Eat With Awareness
Ethan Sullivan
| 16-06-2025

· Cate team
Hey Lykkers! Ever found yourself staring at your plate wondering, “How many calories are in this?” Yep, we’ve all been there—whether you’re trying to eat healthier, lose weight, gain muscle, or just stay on track. But don't worry, counting calories doesn’t have to be complicated or dull.
Let’s break it down in a simple, friendly way (just like we’re chatting over lunch), and I’ll even share two super tasty recipes with calorie counts to get you started!
Why Should You Care About Calories Anyway?
Calories are just a unit of energy. Everything you eat gives your body fuel—some things give more, some less. If you take in more than you burn, you gain weight. If you burn more than you eat, you lose. Pretty straightforward, right?
So if you’ve got a health goal in mind, learning how to track your intake is like having a GPS for your meals.
Step-by-Step: How to Calculate Calories in Food
Here’s a super easy guide anyone can follow:
1. List Every Ingredient
Got a recipe? Write down each ingredient and how much you’re using.
2. Check Calorie Info
Use a nutrition label, app (like MyFitnessPal or Cronometer), or reliable website (like USDA FoodData Central) to find calories per gram or per unit.
3. Do a Little Math
Multiply the amount you're using by its calorie value.

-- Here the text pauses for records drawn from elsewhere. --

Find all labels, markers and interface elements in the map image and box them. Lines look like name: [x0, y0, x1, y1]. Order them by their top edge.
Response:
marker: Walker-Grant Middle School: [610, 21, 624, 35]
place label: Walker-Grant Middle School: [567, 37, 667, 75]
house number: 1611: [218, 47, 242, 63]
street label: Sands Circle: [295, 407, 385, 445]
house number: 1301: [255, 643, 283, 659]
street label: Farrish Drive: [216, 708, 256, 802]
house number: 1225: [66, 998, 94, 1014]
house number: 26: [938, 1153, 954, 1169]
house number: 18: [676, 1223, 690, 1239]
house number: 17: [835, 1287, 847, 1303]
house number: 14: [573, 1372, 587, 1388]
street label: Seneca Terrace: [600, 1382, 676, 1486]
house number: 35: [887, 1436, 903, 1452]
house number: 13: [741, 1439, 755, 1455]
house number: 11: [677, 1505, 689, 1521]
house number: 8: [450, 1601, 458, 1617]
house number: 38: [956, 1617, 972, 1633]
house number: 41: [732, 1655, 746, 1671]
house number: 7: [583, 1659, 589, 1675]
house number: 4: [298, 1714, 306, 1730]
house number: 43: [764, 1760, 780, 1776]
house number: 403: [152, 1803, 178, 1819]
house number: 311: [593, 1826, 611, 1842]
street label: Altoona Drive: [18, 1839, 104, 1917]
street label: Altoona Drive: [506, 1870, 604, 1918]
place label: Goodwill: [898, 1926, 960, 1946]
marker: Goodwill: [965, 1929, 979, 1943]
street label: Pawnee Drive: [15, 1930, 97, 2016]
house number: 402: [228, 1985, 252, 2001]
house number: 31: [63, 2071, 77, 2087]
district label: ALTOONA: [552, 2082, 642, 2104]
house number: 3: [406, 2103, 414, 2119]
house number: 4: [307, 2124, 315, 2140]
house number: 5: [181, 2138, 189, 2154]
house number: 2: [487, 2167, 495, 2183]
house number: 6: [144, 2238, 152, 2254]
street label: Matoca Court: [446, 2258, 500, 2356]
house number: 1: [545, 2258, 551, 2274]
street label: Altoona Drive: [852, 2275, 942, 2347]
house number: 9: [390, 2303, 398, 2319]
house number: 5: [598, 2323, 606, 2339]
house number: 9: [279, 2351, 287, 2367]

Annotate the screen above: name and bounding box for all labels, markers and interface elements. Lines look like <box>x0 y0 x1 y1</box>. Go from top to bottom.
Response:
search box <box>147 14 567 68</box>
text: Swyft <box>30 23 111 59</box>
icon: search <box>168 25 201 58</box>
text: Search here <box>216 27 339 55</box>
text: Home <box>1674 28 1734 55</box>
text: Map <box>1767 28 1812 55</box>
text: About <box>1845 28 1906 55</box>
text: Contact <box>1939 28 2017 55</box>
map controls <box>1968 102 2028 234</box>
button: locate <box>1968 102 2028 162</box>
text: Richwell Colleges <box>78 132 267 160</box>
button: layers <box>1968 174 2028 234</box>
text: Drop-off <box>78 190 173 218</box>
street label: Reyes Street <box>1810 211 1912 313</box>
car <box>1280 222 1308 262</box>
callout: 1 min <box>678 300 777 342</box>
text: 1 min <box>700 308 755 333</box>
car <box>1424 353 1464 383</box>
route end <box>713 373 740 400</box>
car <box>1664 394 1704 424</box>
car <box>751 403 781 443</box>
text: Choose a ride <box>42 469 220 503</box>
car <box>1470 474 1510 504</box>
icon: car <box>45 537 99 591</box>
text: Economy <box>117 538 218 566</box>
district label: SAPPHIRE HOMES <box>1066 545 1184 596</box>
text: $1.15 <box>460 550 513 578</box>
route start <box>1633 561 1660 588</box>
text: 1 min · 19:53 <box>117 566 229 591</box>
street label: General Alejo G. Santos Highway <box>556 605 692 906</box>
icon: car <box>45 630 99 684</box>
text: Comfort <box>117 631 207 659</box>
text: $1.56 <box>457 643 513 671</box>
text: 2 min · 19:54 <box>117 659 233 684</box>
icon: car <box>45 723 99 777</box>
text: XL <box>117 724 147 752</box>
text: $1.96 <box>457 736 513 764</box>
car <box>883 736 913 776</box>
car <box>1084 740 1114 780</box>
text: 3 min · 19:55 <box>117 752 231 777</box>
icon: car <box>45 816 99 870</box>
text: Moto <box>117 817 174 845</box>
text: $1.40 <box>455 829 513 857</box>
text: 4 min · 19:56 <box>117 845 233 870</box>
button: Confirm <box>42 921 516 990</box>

For example, if 100g of cooked rice has 130 kcal and you used 150g, that’s 195 kcal.
4. Add It All Up
Tally the calories from all ingredients.
5. Divide into Portions
If your dish serves 2, divide the total by 2. That’s your per-serving calorie count!
Recipe 1: Easy Chicken Salad Bowl
Fresh, filling, and full of protein—this is your go-to lunch.
Ingredients:
- 100g grilled chicken – 165 kcal
- 1 cup chopped lettuce – 5 kcal
- 1/2 cup cherry tomatoes – 15 kcal
- 1/4 avocado – 60 kcal
- 1 tbsp olive oil – 119 kcal
- 1 tsp lemon juice – 1 kcal
Total:365 kcal
Serves:1
This is perfect if you’re watching your intake but still want something satisfying and nutritious!
Recipe 2: Cozy Oatmeal with Banana and Honey
Perfect for breakfast or even a snack when you’re craving something warm and sweet.
Ingredients:
- 1/2 cup rolled oats (40g) – 150 kcal
- 1 cup low-fat milk – 100 kcal
- 1 medium banana – 105 kcal
- 1 tsp honey – 21 kcal
- Dash of cinnamon – 0 kcal
Total:376 kcal
Serves:1
This one’s a hug in a bowl—creamy, sweet, and surprisingly filling.
Quick Tips Before You Go
- Keep a small notebook or use an app to make tracking easier.
- Cooking oils and sauces sneak in extra calories—always measure them.
- Don’t stress if you’re not 100% accurate. Even ballpark figures help a lot.
That’s it, Lykkers! Learning to calculate calories is like unlocking a secret weapon for mindful eating. Let me know if you want more recipes—I’ve got your back!